11:00 a.m. update: Reports from Twitter indicate snow in moderate-to-heavy band west of D.C. is not sticking to roads, but it’s not impossible that this band – which is shifting east – into the District and across I-270 could put down a bit of slush on the north side. For certain, it will reduce visibilities at time, so use caution. In the afternoon, snow should generally be light and may mix with and change to rain, especially along and east of I-95.
10:40 am. update: As the coastal storm is now taking over, we’re getting some redevelopment of snow over D.C.’s western suburbs which should expand and shift east and northeast. A little additional accumulation (less than 1 inch mostly) is possible in elevated areas north and west of the Beltway, but – by and large – this snow will have a hard time sticking though it may fall at a good clip through midday.

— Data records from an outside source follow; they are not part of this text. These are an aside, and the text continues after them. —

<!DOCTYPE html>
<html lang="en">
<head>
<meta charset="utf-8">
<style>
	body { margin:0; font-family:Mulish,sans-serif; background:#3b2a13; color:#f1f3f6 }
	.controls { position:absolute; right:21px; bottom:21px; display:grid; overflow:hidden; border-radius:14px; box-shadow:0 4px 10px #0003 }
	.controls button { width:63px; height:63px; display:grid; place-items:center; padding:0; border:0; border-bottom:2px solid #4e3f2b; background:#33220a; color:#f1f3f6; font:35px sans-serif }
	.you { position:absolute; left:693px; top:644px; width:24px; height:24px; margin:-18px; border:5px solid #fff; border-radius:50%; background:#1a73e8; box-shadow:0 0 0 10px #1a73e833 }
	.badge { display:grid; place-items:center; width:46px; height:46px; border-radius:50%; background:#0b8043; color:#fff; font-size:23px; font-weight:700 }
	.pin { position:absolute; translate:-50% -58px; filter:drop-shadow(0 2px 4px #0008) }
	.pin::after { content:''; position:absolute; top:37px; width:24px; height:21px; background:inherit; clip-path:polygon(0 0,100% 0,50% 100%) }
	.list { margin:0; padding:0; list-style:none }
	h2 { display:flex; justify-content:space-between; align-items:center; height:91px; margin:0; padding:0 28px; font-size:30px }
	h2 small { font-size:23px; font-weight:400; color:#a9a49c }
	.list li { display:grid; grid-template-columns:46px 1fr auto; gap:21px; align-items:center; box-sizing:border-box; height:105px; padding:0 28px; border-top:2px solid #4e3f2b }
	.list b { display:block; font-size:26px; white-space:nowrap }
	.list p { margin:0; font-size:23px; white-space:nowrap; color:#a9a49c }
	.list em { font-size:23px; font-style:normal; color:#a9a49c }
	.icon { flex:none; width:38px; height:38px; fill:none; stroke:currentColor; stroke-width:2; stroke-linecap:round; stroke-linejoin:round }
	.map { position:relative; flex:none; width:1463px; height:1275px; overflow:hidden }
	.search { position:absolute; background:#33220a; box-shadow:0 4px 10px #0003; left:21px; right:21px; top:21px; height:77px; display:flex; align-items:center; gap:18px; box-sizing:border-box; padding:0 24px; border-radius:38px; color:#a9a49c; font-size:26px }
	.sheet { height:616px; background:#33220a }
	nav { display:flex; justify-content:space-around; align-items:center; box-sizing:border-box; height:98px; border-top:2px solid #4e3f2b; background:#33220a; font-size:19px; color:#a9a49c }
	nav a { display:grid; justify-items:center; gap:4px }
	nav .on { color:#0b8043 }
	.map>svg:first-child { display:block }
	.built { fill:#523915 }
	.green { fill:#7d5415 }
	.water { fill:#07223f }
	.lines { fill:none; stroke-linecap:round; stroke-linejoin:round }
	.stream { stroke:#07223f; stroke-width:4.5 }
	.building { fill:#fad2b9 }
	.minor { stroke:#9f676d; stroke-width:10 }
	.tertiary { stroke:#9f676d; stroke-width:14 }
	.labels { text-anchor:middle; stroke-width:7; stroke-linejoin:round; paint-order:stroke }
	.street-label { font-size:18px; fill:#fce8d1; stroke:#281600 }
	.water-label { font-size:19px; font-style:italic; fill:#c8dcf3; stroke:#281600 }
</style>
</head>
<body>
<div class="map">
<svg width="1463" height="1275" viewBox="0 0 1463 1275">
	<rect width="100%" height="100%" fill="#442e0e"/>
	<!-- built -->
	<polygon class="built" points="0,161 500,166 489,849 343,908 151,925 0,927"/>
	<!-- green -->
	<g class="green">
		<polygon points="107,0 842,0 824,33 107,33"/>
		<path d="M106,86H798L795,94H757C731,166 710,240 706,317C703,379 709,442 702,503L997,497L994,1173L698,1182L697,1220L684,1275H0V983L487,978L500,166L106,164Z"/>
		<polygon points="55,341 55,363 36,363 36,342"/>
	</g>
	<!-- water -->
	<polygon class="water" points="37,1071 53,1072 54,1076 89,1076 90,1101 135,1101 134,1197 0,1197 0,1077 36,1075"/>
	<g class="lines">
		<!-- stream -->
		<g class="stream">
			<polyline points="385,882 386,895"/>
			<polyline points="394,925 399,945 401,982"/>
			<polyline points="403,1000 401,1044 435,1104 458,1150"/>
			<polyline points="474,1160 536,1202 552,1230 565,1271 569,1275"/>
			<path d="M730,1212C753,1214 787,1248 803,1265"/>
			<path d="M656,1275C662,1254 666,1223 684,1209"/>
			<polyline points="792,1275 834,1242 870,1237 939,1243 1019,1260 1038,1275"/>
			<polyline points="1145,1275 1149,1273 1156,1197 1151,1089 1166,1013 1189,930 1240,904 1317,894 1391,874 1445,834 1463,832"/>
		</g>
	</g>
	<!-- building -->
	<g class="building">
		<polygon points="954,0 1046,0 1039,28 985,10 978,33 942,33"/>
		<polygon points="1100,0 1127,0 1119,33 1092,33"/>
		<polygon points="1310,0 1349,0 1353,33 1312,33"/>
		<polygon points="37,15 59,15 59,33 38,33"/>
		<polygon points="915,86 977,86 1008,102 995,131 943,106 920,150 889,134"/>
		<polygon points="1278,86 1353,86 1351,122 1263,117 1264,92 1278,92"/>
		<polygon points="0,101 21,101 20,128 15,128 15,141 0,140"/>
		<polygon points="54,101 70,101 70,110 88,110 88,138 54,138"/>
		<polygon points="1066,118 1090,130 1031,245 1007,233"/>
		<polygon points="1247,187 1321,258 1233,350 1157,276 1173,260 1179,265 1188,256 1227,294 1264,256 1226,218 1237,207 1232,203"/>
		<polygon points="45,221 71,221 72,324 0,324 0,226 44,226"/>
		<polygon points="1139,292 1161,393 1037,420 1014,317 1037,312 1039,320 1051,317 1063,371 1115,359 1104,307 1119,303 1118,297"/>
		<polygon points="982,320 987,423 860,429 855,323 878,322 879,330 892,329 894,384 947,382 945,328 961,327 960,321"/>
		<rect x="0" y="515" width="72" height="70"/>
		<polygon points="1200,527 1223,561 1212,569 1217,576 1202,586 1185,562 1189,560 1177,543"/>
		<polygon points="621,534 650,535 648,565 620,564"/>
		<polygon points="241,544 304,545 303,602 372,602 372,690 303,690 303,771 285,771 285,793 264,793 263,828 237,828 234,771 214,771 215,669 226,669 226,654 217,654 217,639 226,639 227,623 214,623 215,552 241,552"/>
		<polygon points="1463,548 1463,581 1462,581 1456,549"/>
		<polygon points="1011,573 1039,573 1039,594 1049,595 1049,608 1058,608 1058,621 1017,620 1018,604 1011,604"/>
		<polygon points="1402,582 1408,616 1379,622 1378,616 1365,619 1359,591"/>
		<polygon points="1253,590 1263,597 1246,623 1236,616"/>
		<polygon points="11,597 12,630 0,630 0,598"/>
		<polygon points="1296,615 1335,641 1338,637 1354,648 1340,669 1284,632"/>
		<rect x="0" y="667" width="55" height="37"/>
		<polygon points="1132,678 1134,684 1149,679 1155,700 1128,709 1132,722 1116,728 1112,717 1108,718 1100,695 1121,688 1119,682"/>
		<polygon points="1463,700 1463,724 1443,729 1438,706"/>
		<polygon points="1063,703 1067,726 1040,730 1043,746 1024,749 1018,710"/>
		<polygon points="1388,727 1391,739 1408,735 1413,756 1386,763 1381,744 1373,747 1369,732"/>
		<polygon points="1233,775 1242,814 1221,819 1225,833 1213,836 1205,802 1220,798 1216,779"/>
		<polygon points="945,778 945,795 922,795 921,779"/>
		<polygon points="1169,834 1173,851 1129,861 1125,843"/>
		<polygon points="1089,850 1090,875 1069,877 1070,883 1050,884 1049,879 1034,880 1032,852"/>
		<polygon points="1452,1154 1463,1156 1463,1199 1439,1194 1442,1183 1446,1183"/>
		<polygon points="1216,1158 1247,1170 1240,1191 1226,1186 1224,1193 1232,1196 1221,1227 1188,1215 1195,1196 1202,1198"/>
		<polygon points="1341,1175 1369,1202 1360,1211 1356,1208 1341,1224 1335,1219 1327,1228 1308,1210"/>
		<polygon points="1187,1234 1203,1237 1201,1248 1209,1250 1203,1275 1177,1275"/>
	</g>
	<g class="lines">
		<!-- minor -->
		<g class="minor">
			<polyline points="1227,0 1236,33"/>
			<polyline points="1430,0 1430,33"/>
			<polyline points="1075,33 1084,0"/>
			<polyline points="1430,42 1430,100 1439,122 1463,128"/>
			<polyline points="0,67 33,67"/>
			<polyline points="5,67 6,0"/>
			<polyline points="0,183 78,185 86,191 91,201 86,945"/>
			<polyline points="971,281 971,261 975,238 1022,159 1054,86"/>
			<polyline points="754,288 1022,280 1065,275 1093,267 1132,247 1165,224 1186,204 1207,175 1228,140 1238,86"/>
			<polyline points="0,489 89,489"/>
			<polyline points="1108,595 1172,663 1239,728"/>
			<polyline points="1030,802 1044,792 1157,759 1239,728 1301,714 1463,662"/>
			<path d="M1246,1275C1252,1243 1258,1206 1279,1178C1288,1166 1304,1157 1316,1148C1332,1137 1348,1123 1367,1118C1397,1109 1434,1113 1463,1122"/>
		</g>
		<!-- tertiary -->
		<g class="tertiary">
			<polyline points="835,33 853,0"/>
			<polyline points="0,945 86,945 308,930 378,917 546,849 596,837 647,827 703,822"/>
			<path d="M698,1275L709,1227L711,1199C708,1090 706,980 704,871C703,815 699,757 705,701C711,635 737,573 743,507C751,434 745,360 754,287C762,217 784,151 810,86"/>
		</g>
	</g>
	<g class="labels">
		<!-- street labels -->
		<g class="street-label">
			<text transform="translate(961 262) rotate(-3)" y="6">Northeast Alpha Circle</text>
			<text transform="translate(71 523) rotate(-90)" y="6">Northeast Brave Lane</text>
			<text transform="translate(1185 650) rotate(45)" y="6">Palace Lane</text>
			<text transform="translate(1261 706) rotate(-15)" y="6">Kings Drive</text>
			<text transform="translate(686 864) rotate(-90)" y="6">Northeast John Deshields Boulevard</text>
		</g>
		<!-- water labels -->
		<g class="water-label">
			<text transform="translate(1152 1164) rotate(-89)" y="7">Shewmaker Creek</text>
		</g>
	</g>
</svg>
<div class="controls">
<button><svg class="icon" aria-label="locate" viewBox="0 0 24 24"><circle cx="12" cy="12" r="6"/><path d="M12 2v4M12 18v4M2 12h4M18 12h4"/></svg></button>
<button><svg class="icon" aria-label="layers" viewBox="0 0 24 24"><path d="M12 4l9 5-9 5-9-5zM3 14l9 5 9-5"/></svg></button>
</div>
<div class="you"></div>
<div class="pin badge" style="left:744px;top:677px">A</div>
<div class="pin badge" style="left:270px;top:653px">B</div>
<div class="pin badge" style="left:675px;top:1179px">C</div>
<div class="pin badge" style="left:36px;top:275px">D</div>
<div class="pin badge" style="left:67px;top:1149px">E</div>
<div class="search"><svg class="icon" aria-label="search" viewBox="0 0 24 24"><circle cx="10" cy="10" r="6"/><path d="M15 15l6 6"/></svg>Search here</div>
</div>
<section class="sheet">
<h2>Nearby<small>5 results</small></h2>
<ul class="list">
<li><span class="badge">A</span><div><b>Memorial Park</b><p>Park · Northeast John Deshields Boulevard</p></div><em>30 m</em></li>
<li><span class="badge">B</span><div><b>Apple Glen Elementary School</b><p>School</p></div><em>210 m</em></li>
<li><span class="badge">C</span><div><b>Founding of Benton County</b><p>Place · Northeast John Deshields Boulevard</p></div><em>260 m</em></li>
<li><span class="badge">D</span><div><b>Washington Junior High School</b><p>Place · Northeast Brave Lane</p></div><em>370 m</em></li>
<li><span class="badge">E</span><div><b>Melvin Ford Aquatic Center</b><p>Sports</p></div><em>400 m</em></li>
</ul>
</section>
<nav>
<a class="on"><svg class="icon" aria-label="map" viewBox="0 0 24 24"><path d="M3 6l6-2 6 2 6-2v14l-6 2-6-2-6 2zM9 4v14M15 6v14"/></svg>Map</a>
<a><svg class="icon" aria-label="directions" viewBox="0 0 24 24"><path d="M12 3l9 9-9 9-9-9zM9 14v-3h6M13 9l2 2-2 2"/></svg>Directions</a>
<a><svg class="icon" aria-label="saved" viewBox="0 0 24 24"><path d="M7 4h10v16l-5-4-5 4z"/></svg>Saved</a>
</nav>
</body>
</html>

From 9:46 a.m.: Snow is winding down in the metro region, but not before depositing 1-4 inches in the immediate Washington, D.C. area, with some 3-6 inch totals well north and west of the Beltway. The heavy wet snow adhering to trees and other surfaces has made for some very pretty scenes around the region, which we share with you here.
The snow totals were generally at the high end of our forecast range, but not unexpected (review our forecast made yesterday evening to see what we were calling for). The snow which fell before and around sunrise stuck on some road surfaces causing some travel delays and accidents, but – by and large – this was a scenic, conversational spring snowfall, mostly piling up on grassy areas.
For many locations inside the beltway, this was the biggest snowfall in more than 2 years (since 5 inches fell January 26, 2011). Reagan National Airport officially received 1.4 inches. While this storm broke the longest period on record without 1 inch of snow in a single day, it did not break the record long streak without at least 2 inches.